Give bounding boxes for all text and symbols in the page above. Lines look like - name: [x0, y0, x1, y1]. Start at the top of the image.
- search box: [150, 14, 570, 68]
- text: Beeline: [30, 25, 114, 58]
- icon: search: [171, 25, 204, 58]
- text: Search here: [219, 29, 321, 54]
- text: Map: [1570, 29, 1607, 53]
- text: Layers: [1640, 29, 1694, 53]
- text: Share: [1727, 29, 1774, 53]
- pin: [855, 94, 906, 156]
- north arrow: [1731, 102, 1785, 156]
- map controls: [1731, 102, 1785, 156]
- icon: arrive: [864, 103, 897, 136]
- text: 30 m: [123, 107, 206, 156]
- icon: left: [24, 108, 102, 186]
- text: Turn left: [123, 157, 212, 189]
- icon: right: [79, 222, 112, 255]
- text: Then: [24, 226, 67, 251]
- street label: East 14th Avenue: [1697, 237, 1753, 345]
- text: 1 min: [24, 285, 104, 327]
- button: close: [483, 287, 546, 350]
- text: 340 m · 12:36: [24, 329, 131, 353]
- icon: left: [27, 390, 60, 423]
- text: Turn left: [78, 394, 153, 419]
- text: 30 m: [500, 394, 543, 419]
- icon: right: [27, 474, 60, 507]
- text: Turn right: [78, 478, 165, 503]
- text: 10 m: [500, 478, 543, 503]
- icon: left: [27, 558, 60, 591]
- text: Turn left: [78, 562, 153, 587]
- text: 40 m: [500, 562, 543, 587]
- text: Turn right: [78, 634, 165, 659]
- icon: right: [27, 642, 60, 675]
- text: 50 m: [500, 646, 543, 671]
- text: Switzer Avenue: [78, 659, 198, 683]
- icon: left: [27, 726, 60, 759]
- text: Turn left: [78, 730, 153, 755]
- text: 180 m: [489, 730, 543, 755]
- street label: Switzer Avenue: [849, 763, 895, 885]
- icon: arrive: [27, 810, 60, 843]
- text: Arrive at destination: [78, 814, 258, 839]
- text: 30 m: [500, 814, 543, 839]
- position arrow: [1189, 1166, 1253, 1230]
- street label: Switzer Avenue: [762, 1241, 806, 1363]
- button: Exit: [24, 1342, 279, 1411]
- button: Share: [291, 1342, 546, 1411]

REQUIREMENT: What lines of the material above contain "button"? Return each of them.

REPLY TO THE TASK:
- button: close: [483, 287, 546, 350]
- button: Exit: [24, 1342, 279, 1411]
- button: Share: [291, 1342, 546, 1411]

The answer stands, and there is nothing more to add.